A growing number of retirement plan participants — and retirement plan assets — are being invested in the default option selected for the plan.
The existence of default funds isn’t exactly a new phenomenon. Arguably it’s as old as that first participant enrollment form returned without the investment election section completed.
Today it’s more likely to be a consequence of the adoption of automatic enrollment provisions following the passage of the Pension Protection Act of 2006, which removed several impediments to automatic enrollment plans, including amending the Employee Retirement Income Security Act (ERISA) to provide a safe harbor
for plan fiduciaries investing participant assets in certain types of default investment alternatives (“qualified default investment alternatives,” or QDIAs) in the absence of participant investment direction.
Whatever the origins of your plan’s default option, here are four things you should know:
1. A default option doesn’t have to be a QDIA.
There are good and valid reasons to want your default fund to be a QDIA, primarily that the participant will be deemed to have exercised control over assets in his or her account if, in the absence of investment direction from the participant, the plan fiduciary invests the assets in a QDIA. That’s basically the equivalent of 404(c) protection from a participant lawsuit for the plan sponsor. That said, a default investment fund doesn’t have to be a QDIA, even if you have automatic enrollment.
2. A QDIA doesn’t have to be a target-date fund.
These days target-date funds are the low-hanging fruit of QDIA options, but balanced funds, target risk and professionally managed accounts are also explicitly acknowledged in the regulations. However, for a default fund to gain the safe harbor protections of a QDIA, it be structured in such a way as to take into account the age of the participant and/or the workforce.

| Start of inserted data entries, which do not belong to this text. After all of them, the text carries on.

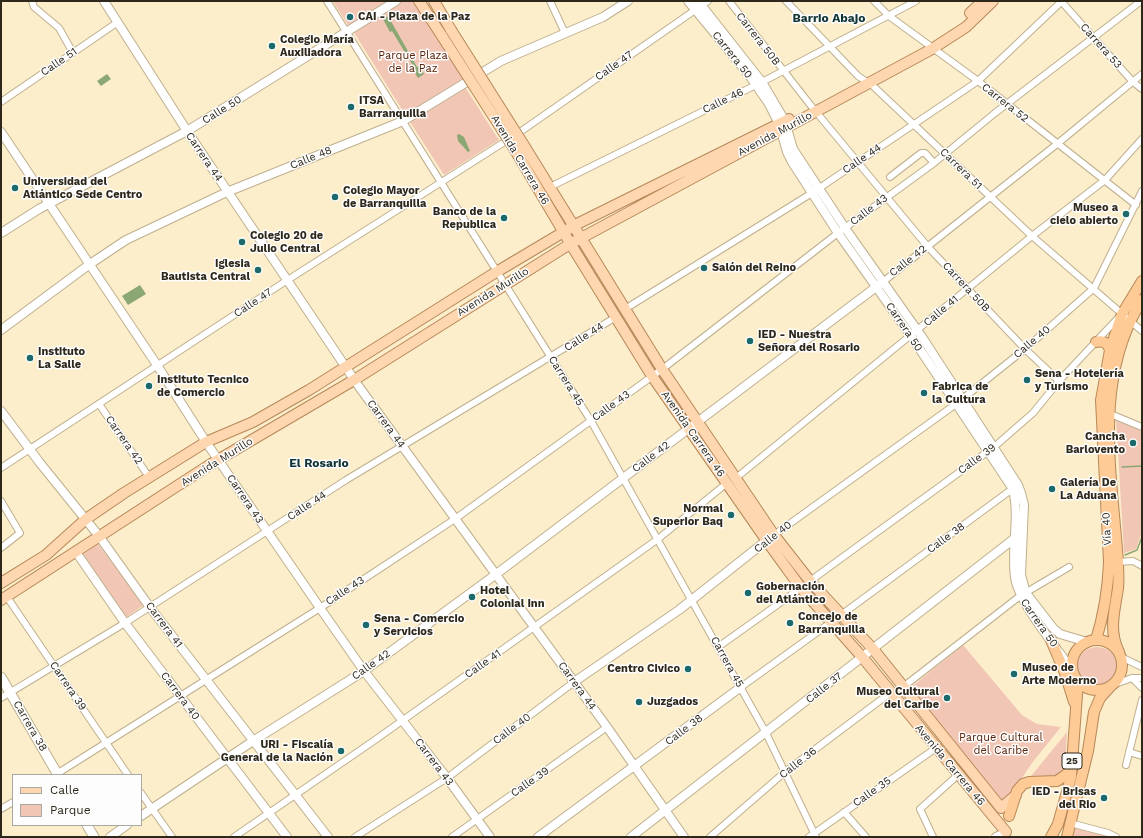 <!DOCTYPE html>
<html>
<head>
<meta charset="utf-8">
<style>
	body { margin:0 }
	#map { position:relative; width:1143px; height:838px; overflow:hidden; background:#fdeecb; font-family:"Work Sans",sans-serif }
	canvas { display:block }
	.frame { position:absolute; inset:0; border:2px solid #2e281b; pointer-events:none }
	.legend { position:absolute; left:12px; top:774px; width:130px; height:52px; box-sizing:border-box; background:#fdfdfd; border:1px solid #aaa8a3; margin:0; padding:5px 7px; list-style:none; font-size:12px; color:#2e281b }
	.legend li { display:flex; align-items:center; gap:8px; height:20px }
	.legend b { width:20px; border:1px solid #aaa8a3 }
</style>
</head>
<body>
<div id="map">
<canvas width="1143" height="838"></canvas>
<div class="frame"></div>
<ul class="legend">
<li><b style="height:5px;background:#fed7b0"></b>Calle</li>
<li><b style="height:11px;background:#f2c6b5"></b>Parque</li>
</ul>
</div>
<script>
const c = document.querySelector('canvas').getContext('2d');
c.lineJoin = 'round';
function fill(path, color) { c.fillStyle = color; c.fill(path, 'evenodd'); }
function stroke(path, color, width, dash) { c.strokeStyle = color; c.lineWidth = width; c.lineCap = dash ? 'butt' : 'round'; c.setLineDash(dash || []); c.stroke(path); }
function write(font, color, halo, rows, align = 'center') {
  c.font = font + ' "Work Sans",sans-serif'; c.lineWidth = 3; c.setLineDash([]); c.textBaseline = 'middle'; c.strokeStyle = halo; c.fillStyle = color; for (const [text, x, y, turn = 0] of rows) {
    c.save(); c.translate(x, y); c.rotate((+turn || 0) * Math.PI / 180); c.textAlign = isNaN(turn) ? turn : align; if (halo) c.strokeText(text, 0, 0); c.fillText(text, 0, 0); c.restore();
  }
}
fill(new Path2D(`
	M 391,1 L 353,26 L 348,25 L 333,2 Z
	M 400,1 L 413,1 L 464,78 L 406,116 L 353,31 L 381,11 Z
	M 465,87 L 499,140 L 444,175 L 410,122 Z
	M 1116,418 L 1142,428 L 1142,532 L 1136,549 L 1124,553 Z
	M 98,544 L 144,605 L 125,618 L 81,556 Z
	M 963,645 L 1022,715 L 1037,724 L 1061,727 L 1032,763 L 1006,802 L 1002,803 L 910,688 Z
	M1077 667a20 20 0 1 1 40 0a20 20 0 1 1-40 0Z
	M 1067,732 L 1065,768 C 1060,782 1043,777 1031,776 Z
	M 1075,828 L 1109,837 L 1073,837 Z`), '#f2c6b5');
fill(new Path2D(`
	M 388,16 L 417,67 L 419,66 L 424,74 L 418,78 L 413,70 L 415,69 L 392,31 L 390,32 L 383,19 Z
	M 107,74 L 111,79 L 101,86 L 97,81 Z
	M 459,134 L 464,137 L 470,151 L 468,152 L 458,141 L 457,135 Z
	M 140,285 L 146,294 L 128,305 L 122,296 Z`), '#8ba773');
stroke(new Path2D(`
	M 1122,467 L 1142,466
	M 1125,555 L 1137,550 L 1142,537`), '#8ba773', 1.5);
const minor = new Path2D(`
	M 32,1 L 34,7 L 59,28 L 73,53
	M 327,1 L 591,421 L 766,733 L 816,837
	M 550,1 L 565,33
	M 729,1 L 812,107 L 928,247 L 1025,349 L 1059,381
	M 786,1 L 858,76 L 873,86 L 1032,236 L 1142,331
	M 874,1 L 889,16 L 978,81 L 1136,205
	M 1061,1 L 1133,82 L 1142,89
	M 1,102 L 118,22
	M 520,132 L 708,1
	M 890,177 L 921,153 L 925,153 L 934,163
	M 550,187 L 764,81 L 916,1
	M 884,281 L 1057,144 L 1142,74
	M 625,309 L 812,193 L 978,81 L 1062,1
	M 99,404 L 149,477
	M 1108,413 L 1142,427
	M 1,468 L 286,281 L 506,141
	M 736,478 L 1032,236 L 1105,180 L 1142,139
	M 1,501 L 20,533 L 1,548
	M 774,535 L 956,404 L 1025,349 L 1094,288 L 1142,191
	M 1118,562 L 1133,561 L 1142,566
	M 810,581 L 994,447 L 1033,413 L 1059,381 L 1119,317
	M 7,597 L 128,775
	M 841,615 L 1015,487
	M 718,647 L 801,588
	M 1121,657 L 1142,667
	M 1132,678 L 1142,688
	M 1115,684 L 1132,678 L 1142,678
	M 741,687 L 830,623
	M 903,687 L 1020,596 L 1069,567
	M 1,698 L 125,623 L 346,480 L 616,317
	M 1129,752 L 1142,756
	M 1126,765 L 1142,700
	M 55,775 L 320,608 L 455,519 L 665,367 L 838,233 L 934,163 L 995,113 L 1141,1
	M 141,793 L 172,837
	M 1,809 L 13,802
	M 844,812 L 866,837
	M 1070,823 L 1108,833 L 1116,837
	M 234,837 L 375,740 L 658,539 L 727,483
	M 355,837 L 447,778 L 574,682
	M 452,837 L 607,727
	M 710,837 L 785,772 L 890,693
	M 809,837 L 936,748
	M 933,837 L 920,809 L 958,775`);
const tertiary = new Path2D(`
	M 104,1 L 187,131 L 357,384 L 607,727 L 684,837
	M 688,1 L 749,75 L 769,104 L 779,124 L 787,152 L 792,162 L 838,233 L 911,336 L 1013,489 C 1020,518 1011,547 1015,577 C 1018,602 1057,648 1072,670
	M 698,1 L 762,82 L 785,121 L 793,149 L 845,228 L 922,337 L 1018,485 L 1021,493 L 1024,505 L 1021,575 L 1026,593 L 1053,628 L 1060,634 L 1087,642
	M 1,132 L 155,362 L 206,442 L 320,608 L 364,671 L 447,778 L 490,837
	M 1,233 L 39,209 L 187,131 L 396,1
	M 1,330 L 90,264 L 126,240 L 227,192 L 403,121 L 501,61 L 603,17 L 628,1
	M 1,411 L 40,463 L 99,536 L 149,606 L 328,837
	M 76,552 L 125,623 L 287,837
	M 574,682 L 679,610 L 771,537
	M 141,816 L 253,741 L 364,671 L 495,575 L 884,281
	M 110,837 L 127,825
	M 538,837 L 741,687
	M 631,837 L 1015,538
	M 996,837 L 1006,832`);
const secondary = new Path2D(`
	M 1,677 L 58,775
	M 87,825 L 94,837`);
const primary = new Path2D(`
	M 419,1 L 442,36
	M 434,1 L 451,30
	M 970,13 L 983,1
	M 523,144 L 662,369 L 774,535 L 810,581 L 873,649 L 1001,808 L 1016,795
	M 515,150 L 573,248 L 652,376 L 769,544 L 801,588 L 863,658 L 1006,832
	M 1,583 L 46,555 L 86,519 L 124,493 L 206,442 L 253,422 L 309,390 L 493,274 L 577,224 L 789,119
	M 1,600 L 211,464 L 354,380 L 570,244 L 932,49 L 966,27 L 993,1`);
const trunk = new Path2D(`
	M 1096,342 C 1103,340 1108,343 1110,350
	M1072 665a25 25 0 1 1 50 0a25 25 0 1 1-50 0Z
	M 1051,640 L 1065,673 L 1074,702
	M 1096,640 C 1104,614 1108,589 1109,562 L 1101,400 L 1110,350 L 1122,314 L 1142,281
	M 1119,652 C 1108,630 1115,610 1118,588 C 1119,579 1118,571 1118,562 C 1112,474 1092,379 1142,300
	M 1009,816 L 1017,791 L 1023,784 L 1029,782 L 1057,781 L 1071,771
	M 1051,837 L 1058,824 L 1071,777 L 1078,681
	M 1067,837 L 1088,751 L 1094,712 L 1100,698 L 1110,687`);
stroke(minor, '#beaf8e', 8);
stroke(tertiary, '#beaf8e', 10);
stroke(secondary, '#beaf8e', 11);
stroke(primary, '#b58859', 12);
stroke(trunk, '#b58859', 12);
stroke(minor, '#fff', 6);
stroke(tertiary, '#fff', 8);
stroke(secondary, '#fff', 9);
stroke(primary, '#fed7b0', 10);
stroke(trunk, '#feca96', 10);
const primaryBridge = new Path2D(`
	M 451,30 L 523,144
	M 442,36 L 515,150`);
stroke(primaryBridge, '#b58859', 12, []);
stroke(primaryBridge, '#fed7b0', 10);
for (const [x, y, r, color] of [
	[350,17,4,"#1c696b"],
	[272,46,4,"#1c696b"],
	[351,107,4,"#1c696b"],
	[15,188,4,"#1c696b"],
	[335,197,4,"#1c696b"],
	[1126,214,4,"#1c696b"],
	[504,218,4,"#1c696b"],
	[242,242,4,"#1c696b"],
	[704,268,4,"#1c696b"],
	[258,270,4,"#1c696b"],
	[750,341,4,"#1c696b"],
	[30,358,4,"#1c696b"],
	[1027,380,4,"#1c696b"],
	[149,386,4,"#1c696b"],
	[924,393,4,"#1c696b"],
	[1133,443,4,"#1c696b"],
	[1052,489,4,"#1c696b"],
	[731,515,4,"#1c696b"],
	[748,593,4,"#1c696b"],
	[472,597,4,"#1c696b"],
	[790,623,4,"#1c696b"],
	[366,625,4,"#1c696b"],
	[688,669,4,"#1c696b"],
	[1014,674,4,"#1c696b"],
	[947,698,4,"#1c696b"],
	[639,702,4,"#1c696b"],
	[341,751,4,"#1c696b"],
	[1104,798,4,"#1c696b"]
]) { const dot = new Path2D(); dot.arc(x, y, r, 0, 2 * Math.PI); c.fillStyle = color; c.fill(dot); stroke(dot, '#fdfdfd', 1.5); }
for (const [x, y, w] of [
	[1072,761,20]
]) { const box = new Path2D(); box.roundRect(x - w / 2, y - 8, w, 16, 3); c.fillStyle = '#fdfdfd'; c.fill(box); stroke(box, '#2e281b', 1); }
write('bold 10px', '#2e281b', null, [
	["25",1072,761]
]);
write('bold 11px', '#2e281b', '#fdfdfd', [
	["CAI - Plaza de la Paz",358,17],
	["Colegio María",280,40],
	["Auxiliadora",280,53],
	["ITSA",359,101],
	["Barranquilla",359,114],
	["Universidad del",23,182],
	["Atlántico Sede Centro",23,195],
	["Colegio Mayor",343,191],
	["de Barranquilla",343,204],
	["Museo a",1118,208,"right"],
	["cielo abierto",1118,221,"right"],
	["Banco de la",496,212,"right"],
	["Republica",496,225,"right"],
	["Colegio 20 de",250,236],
	["Julio Central",250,249],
	["Iglesia",250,264,"right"],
	["Bautista Central",250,277,"right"],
	["Salón del Reino",712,268],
	["IED - Nuestra",758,335],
	["Señora del Rosario",758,348],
	["Instituto",38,352],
	["La Salle",38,365],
	["Sena - Hotelería",1035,374],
	["y Turismo",1035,387],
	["Instituto Tecnico",157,380],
	["de Comercio",157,393],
	["Fabrica de",932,387],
	["la Cultura",932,400],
	["Cancha",1125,437,"right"],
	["Barlovento",1125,450,"right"],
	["Galería De",1060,483],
	["La Aduana",1060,496],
	["Normal",723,509,"right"],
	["Superior Baq",723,522,"right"],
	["Gobernación",756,587],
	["del Atlántico",756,600],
	["Hotel",480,591],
	["Colonial Inn",480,604],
	["Concejo de",798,617],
	["Barranquilla",798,630],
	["Sena - Comercio",374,619],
	["y Servicios",374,632],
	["Museo de",1022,668],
	["Arte Moderno",1022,681],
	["Centro Civico",680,669,"right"],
	["Museo Cultural",939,692,"right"],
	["del Caribe",939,705,"right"],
	["Juzgados",647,702],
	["URI - Fiscalía",333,745,"right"],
	["General de la Nación",333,758,"right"],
	["IED - Brisas",1096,792,"right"],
	["del Rio",1096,805,"right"]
], 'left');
write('11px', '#2e281b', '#fdfdfd', [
	["Carrera 50B",758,39,52],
	["Carrera 53",1101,46,48],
	["Carrera 50",732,55,51],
	["Calle 51",59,62,-34],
	["Calle 47",614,66,-35],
	["Calle 46",723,101,-26],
	["Carrera 52",1005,103,38],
	["Calle 50",222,110,-32],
	["Avenida Murillo",775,134,-28],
	["Carrera 44",204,157,56],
	["Calle 48",311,158,-22],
	["Calle 44",862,159,-34],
	["Avenida Carrera 46",520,160,59],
	["Carrera 51",961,169,44],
	["Calle 43",869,210,-37],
	["Calle 42",908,261,-38],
	["Carrera 50B",966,287,47],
	["Avenida Murillo",493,292,-32],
	["Calle 47",253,303,-33],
	["Calle 41",941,311,-40],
	["Carrera 50",904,327,56],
	["Calle 44",584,337,-32],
	["Calle 40",1032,342,-40],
	["Carrera 45",566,381,58],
	["Calle 43",611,406,-36],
	["Carrera 44",386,424,54],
	["Avenida Carrera 46",693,434,55],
	["Carrera 42",124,440,55],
	["Calle 42",651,457,-37],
	["Calle 39",977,459,-36],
	["Avenida Murillo",217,462,-32],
	["Carrera 43",245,499,56],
	["Calle 44",307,506,-33],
	["Vía 40",1107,529,-93],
	["Calle 40",773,537,-38],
	["Calle 38",946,538,-36],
	["Calle 43",345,591,-33],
	["Carrera 50",1039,623,55],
	["Carrera 41",164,625,53],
	["Carrera 45",727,662,61],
	["Calle 41",483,664,-35],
	["Calle 42",371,665,-35],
	["Carrera 39",68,686,56],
	["Carrera 44",577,686,54],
	["Calle 37",824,688,-38],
	["Carrera 40",180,696,53],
	["Carrera 38",30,726,60],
	["Calle 40",512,729,-37],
	["Calle 38",684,730,-37],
	["Carrera 43",434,762,53],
	["Calle 36",798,763,-38],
	["Avenida Carrera 46",950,765,50],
	["Calle 39",530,782,-35],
	["Calle 35",872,792,-35]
]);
write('11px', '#592309', '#fdfdfd', [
	["Parque Plaza",413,56],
	["de la Paz",413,69],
	["Parque Cultural",1001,738],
	["del Caribe",1001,751]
]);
write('bold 12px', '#113435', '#fdfdfd', [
	["Barrio Abajo",829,18],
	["El Rosario",319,463]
]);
</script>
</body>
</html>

Remember, however, that in order to be a QDIA, there are certain other obligations, including the requirement to notify those defaulting workers that they are being defaulted, and that they have a right to opt out — both upon enrollment and annually thereafter. Failure to provide the proper notices at the proper times has long been an impediment to fulfilling 404(c)’s conditions — and could be enough to thwart QDIA’s shield as well.
3. The fiduciary requirements to prudently monitor and select a QDIA are no less than for any other plan investment option — and they are fiduciary requirements.
Plan fiduciaries can reap significant benefits from the adoption of a QDIA, and participants even more so — if the option is prudently selected and monitored. But, at a minimum, in the QDIA regulations, the Labor Department made it abundantly clear that “selection of a particular qualified default investment alternative … is a fiduciary act and, therefore, ERISA obligates fiduciaries to act prudently and solely in the interest of the plan’s participants and beneficiaries.”
4. Just because a default fund isn’t a QDIA doesn’t mean it isn’t a prudent default choice.
While target-date vehicles are certainly convenient for plan sponsors and well-received by participants — and explicitly acknowledged as QDIA-eligible — they aren’t the exclusive prudent choice for a default option. Of course, choosing something else — a target-risk fund with no age orientation, a balanced offering, or even a stable value fund — won’t afford you the same protections that a QDIA will.
On the other hand, a well-chosen, thoughtfully monitored investment default might not require them.